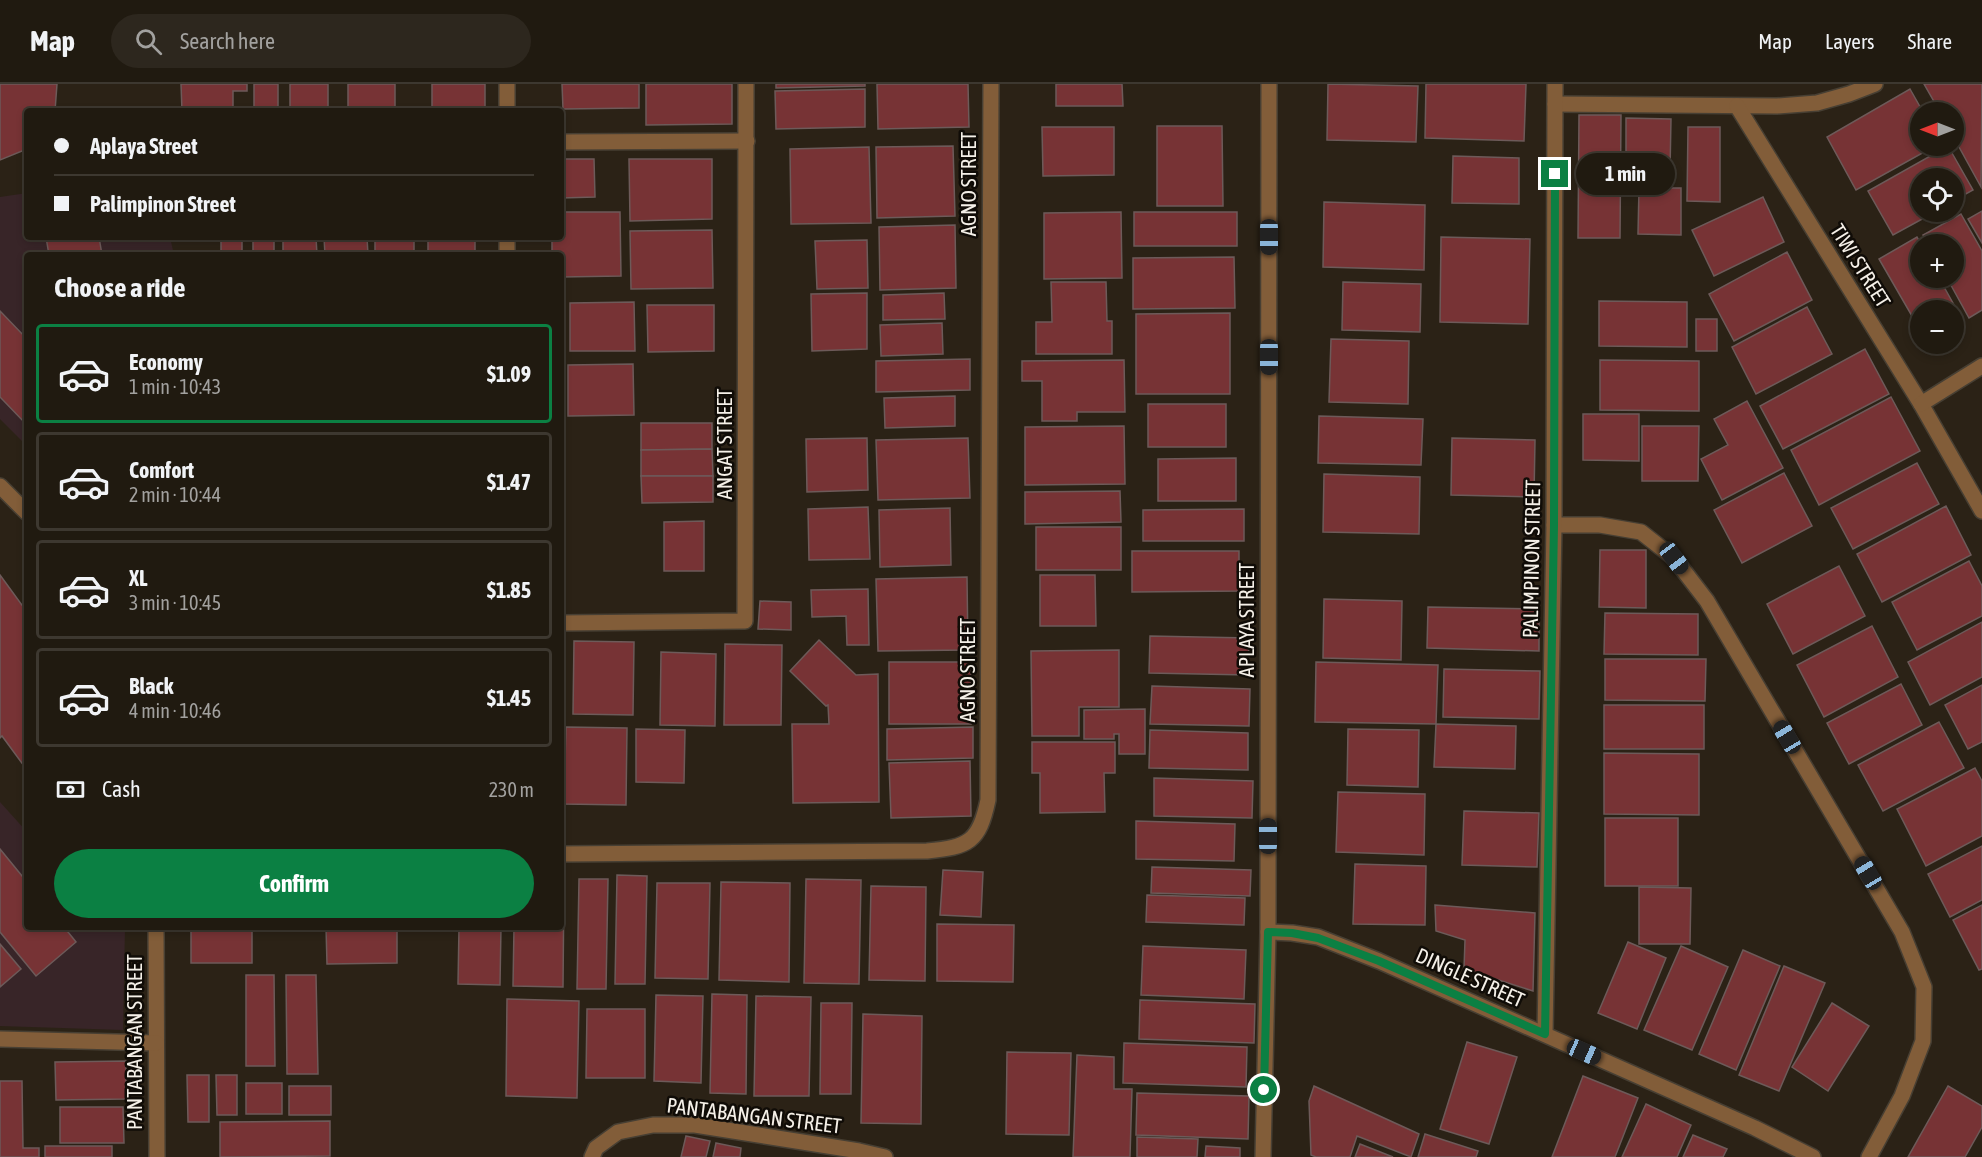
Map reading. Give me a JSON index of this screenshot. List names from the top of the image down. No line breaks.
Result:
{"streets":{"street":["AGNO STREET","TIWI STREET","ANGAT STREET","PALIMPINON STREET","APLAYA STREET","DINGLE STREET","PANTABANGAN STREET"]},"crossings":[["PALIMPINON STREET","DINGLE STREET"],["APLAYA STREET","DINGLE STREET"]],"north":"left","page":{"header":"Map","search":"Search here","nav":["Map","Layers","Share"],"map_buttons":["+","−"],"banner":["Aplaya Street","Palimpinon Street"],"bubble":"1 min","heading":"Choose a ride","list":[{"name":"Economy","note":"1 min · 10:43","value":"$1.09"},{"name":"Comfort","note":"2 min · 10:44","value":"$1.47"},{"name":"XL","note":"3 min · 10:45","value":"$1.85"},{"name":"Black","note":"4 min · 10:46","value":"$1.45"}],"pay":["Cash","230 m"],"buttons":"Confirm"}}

◆ **EXERCISE BRIEF**:
Text only, please: give the listing again word for word with no images.

◆ **RESPONSE TO THIS EXERCISE**:
Map reading. Give me a JSON index of this screenshot. List names from the top of the image down. No line breaks.
Result:
{"streets":{"street":["AGNO STREET","TIWI STREET","ANGAT STREET","PALIMPINON STREET","APLAYA STREET","DINGLE STREET","PANTABANGAN STREET"]},"crossings":[["PALIMPINON STREET","DINGLE STREET"],["APLAYA STREET","DINGLE STREET"]],"north":"left","page":{"header":"Map","search":"Search here","nav":["Map","Layers","Share"],"map_buttons":["+","−"],"banner":["Aplaya Street","Palimpinon Street"],"bubble":"1 min","heading":"Choose a ride","list":[{"name":"Economy","note":"1 min · 10:43","value":"$1.09"},{"name":"Comfort","note":"2 min · 10:44","value":"$1.47"},{"name":"XL","note":"3 min · 10:45","value":"$1.85"},{"name":"Black","note":"4 min · 10:46","value":"$1.45"}],"pay":["Cash","230 m"],"buttons":"Confirm"}}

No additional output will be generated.